● **WHAT YOU ARE ASKED TO DO**: If a line of the records contains the string "上越高田インター線", copy it out.

[Saved data entries]
###
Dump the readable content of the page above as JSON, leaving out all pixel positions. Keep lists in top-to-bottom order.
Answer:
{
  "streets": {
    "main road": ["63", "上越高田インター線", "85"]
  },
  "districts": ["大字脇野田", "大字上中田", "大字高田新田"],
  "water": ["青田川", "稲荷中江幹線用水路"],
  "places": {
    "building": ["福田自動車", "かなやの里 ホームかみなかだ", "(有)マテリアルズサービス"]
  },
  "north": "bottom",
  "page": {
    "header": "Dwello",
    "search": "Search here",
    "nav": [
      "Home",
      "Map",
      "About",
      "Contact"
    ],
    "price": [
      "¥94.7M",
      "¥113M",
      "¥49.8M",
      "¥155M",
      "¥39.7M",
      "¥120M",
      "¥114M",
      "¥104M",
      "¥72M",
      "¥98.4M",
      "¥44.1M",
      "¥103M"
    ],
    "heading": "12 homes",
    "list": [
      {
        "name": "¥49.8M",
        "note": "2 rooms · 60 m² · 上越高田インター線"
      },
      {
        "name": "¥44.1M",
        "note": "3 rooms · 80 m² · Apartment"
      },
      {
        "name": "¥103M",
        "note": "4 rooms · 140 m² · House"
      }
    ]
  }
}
###
● **REPLY**:
    "main road": ["63", "上越高田インター線", "85"]
        "note": "2 rooms · 60 m² · 上越高田インター線"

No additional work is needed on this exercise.